## SUPPLIED RECORDS:

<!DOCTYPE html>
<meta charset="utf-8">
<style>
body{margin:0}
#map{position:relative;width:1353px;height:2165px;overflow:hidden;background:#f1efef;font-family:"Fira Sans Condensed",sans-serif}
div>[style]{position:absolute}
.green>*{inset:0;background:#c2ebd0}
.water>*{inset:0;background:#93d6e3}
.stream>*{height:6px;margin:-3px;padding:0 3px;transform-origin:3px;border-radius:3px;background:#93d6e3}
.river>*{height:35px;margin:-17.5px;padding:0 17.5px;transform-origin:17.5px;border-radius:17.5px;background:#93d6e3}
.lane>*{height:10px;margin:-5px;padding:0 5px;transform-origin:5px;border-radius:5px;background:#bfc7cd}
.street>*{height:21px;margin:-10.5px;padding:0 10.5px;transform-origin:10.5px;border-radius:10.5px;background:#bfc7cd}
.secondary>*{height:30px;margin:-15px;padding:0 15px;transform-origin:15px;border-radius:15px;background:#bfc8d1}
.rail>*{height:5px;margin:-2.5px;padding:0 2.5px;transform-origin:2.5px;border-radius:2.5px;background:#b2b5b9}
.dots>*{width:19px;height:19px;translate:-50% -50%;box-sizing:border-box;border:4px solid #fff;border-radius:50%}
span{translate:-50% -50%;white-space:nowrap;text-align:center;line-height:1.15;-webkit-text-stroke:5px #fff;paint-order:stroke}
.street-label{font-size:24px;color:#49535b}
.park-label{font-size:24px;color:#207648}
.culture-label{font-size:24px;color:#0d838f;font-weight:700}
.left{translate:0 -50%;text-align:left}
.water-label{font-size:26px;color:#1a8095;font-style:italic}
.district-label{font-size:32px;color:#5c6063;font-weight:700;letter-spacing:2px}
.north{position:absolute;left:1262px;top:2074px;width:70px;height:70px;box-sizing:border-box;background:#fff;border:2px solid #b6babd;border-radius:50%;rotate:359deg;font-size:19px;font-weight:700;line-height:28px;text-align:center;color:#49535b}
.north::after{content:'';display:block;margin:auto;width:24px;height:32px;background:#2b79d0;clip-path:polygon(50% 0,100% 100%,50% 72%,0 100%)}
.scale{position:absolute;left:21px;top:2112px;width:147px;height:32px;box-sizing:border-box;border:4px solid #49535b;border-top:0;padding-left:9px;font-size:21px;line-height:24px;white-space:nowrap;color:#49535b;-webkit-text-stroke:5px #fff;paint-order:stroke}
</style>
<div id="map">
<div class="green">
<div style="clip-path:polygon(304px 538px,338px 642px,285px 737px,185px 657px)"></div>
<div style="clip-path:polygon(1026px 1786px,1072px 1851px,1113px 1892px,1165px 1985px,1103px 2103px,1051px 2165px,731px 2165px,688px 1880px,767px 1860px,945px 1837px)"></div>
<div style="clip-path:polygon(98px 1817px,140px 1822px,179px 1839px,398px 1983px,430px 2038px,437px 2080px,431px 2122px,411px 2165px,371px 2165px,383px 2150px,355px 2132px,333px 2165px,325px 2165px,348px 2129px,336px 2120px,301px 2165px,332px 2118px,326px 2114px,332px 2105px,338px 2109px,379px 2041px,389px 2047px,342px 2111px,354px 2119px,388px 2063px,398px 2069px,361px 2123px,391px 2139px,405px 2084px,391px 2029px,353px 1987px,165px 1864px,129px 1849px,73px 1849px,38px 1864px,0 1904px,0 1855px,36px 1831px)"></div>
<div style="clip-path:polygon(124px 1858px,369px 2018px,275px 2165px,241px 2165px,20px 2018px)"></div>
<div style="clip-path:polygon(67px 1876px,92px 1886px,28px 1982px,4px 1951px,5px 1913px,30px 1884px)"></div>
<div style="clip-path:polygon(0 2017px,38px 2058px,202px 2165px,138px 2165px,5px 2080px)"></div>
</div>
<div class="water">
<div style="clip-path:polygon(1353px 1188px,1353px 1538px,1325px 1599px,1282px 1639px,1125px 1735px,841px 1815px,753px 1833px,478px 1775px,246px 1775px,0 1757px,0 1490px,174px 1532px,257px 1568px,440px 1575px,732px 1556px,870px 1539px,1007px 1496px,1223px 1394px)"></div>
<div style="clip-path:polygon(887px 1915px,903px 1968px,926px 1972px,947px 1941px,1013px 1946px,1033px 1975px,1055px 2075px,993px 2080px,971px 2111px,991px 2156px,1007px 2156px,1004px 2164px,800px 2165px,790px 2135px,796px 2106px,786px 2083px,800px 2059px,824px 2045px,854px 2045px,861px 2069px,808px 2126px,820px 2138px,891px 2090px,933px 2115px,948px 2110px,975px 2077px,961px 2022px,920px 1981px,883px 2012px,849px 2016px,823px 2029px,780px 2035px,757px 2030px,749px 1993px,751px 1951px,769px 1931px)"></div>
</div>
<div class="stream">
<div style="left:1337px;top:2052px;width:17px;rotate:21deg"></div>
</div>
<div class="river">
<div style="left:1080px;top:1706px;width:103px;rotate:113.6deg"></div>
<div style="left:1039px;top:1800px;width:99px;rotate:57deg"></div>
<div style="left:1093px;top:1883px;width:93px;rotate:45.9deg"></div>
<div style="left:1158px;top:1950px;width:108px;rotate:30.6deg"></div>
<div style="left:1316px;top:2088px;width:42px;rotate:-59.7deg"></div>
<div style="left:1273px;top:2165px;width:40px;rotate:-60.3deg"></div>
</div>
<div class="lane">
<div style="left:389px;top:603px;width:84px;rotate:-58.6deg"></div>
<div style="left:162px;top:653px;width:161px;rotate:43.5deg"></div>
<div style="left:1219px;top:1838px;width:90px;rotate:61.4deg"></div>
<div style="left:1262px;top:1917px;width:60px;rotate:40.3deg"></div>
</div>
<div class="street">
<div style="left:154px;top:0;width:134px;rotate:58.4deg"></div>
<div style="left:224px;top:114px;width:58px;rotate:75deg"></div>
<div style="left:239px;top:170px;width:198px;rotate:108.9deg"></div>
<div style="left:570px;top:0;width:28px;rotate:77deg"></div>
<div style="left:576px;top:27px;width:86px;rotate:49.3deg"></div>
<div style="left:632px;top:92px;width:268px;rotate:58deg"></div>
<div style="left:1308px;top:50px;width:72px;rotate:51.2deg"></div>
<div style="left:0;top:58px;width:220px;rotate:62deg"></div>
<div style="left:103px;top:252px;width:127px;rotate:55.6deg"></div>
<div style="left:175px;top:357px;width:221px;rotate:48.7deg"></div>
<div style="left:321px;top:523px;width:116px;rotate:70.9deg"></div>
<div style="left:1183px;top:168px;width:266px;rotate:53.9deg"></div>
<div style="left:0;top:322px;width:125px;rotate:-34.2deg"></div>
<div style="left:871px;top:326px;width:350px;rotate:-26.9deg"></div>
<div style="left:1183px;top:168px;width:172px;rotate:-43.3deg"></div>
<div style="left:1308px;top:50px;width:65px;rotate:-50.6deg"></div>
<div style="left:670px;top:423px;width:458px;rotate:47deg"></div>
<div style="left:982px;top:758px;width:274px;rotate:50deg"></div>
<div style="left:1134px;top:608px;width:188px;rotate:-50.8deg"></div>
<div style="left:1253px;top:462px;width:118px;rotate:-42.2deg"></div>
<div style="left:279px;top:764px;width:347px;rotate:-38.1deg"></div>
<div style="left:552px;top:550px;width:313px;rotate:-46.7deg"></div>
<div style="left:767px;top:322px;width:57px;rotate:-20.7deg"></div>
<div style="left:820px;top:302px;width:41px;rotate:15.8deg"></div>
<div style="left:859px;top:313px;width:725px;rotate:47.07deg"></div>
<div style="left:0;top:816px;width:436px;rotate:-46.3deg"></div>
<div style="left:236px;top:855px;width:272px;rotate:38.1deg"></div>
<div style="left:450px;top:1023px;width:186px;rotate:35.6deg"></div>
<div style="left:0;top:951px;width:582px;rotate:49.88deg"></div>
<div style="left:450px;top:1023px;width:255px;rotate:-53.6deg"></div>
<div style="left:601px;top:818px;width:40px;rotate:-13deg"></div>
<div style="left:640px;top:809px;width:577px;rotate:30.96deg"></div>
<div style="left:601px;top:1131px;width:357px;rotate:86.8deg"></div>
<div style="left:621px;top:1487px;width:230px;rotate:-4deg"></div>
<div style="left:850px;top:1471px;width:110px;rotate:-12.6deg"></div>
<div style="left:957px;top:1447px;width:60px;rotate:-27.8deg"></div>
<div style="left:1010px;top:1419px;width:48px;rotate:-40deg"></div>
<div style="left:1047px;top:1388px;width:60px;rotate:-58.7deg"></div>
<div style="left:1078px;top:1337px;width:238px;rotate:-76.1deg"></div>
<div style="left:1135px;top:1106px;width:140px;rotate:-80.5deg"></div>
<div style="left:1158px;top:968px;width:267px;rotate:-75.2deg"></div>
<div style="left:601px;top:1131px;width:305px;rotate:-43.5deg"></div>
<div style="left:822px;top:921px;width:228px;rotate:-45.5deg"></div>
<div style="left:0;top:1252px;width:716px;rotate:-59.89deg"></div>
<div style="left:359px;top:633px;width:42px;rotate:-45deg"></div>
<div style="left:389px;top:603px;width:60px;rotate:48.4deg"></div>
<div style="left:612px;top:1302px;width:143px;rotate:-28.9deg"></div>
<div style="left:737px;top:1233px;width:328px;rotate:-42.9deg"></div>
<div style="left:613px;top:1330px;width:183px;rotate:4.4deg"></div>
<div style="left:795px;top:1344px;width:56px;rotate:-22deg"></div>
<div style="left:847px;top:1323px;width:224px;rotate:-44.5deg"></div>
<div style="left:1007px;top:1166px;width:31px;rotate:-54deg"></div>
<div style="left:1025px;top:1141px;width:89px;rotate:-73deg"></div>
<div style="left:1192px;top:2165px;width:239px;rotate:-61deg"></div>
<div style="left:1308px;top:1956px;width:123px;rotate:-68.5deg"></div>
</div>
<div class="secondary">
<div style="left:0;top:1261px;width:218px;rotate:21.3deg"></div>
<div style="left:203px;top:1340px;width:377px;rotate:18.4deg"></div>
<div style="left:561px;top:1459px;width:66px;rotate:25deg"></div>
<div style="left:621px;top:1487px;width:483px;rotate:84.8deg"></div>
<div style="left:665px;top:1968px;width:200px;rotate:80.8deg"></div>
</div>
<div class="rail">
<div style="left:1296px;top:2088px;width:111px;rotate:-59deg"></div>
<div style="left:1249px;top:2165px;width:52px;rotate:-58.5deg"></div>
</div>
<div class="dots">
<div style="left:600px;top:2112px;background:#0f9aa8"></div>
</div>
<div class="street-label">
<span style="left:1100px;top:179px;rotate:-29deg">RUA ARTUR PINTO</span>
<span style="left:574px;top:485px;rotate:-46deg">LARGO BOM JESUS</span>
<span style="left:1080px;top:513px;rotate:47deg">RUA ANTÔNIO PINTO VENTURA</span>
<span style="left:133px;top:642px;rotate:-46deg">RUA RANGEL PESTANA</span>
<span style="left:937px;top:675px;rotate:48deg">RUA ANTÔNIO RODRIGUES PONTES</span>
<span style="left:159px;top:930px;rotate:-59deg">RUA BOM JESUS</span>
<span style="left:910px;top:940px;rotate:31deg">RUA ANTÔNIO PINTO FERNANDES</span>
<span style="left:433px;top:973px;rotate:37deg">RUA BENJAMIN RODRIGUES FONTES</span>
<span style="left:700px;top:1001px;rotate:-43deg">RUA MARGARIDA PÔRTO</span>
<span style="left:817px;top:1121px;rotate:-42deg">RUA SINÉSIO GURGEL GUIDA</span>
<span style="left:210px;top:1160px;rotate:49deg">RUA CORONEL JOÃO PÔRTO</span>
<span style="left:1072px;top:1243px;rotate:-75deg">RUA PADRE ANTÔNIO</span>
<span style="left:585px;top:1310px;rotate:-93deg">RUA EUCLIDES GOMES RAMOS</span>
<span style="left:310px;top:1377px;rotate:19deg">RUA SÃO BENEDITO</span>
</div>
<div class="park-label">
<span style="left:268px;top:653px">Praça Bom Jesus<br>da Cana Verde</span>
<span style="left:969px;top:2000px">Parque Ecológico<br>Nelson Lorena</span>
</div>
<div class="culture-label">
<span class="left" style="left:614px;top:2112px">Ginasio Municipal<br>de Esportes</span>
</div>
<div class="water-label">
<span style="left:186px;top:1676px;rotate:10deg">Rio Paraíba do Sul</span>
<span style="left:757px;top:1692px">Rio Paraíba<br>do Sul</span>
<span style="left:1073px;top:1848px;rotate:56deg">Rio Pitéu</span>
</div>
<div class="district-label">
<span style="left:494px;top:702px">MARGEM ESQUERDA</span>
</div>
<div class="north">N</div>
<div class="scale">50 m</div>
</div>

## TASK GOAL:
Please give the number of lines in the entries that contain the word "stream", and nothing besides it.

## WORKED SOLUTION:
2